Archives For Human Resources

circulation diagram with title

Even if you’re not actively job hunting, reading job ads is a great way to prepare for the next step in your career.

Job postings convey a whole lot of information: what you’d do on the job, the experience and knowledge the hiring manager wants in a candidate, and (ideally) a sense of the organization and working environment. You can also get a great feel for current trends in librarianship.

This Library Lost & Found series dissects job ads for library leadership positions. We analyze library job postings from the perspective of building your career. We’re also interested in how to write a great job description that will attract the best candidates.

Today I’m analyzing a job posting for a Senior Librarian for San Mateo County Libraries* in California.


Senior Librarian is an unusual job title for public libraries, and it’s part of what drew me into this posting. I wanted to know if this job had leadership responsibilities – or if it was a specialist in library services for senior citizens.

It’s the former: this is a managerial role. The posting explains that the senior librarian is at the “front-line supervisory level in the librarian series.” It sounds like this librarian is responsible for internal management in a library branch – supervising staff, managing service desks, and leading projects.

This person reports to a branch manager, who would take care of external management and administrative responsibilities like budgeting and strategic planning.

Job Duties

Management of staff is the first responsibility listed for this job ad. I really appreciate this realistic assessment of how much time it takes to manage people well. I’m also charmed that they include “mentor” as a responsibility in the management bullet point. This tells me that SMCL values a culture of learning and development.

I like the inclusion of “excellent customer service.” This tells me that the library has a user-centric philosophy, which is a huge plus in my book.

Several of the responsibilities center around providing input to the branch manager as they work on the budget and strategic plan. This job would be a great opportunity to develop the skills needed to take on an even greater leadership role.

Also of note: this position is required to create and implement new programs. That shows a dynamic, evolving organization and a need for candidates to be innovative.

When looking at the job duties in a posting, it’s important to read with an open mind. You can be a great candidate despite not having direct experience doing 100% of the job tasks listed. The hiring manager writes a dream list of everything they want. Candidates will come in the door with strengths and weaknesses in those areas, but very few people will be strong in every single area on the wish list.


There’s a hard requirement for an ALA-accredited MLS. After that, they take an interesting approach to experience required, saying:

Any combination of experience that would likely provide the required knowledge, skills, and abilities is qualifying. A typical way to qualify is three years of experience as a librarian, or a combination of library and supervision experience.

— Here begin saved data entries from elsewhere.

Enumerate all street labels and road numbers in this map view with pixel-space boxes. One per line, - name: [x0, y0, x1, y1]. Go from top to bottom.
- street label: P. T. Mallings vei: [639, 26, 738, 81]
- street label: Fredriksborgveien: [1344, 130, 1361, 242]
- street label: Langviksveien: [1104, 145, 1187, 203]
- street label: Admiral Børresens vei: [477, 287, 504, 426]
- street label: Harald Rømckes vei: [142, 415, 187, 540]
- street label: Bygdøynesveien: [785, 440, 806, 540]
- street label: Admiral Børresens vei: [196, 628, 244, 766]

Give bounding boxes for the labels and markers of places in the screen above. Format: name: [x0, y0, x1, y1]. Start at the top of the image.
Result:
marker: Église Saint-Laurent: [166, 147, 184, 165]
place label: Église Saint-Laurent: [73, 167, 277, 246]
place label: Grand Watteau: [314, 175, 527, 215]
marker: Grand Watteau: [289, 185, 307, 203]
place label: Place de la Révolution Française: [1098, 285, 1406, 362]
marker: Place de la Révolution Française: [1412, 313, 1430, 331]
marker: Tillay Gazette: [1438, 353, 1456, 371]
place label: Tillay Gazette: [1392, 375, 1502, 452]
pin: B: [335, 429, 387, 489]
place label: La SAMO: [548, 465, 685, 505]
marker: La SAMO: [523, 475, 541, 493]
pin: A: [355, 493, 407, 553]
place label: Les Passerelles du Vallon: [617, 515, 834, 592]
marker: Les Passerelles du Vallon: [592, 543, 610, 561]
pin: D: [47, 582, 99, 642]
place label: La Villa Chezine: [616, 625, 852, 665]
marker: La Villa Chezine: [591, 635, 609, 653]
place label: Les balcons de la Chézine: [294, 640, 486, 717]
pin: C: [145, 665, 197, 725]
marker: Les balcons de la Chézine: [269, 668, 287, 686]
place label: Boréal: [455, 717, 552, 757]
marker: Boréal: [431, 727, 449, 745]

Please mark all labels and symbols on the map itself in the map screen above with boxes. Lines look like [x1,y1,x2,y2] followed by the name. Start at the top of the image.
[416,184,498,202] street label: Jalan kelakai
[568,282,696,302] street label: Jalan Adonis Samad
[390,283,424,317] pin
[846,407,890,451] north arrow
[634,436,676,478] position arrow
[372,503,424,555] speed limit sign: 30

That’s a great way to phrase the requirements. It’s flexible, but also gives a good idea of what they need in the position.

The specifics are divided into knowledge and skills/abilities. I would guess that you could demonstrate knowledge through things like MLS classes or reading up on current trends. The skills/abilities, however, would most likely need to be backed up through on-the-job experience.

Interestingly, they require knowledge of supervision rather than ability, so they would probably be open to someone without supervisory experience if they had thoughtful answers about their managerial philosophy.

Two skills that jump out to me are “Analyze library problems and implement their solutions” and “Learn and grow in a changing environment.” This library doesn’t want someone to keep the status quo – they want someone to come in and change things for the better. If you applied for this job, you would want to have specific stories about solving problems creatively.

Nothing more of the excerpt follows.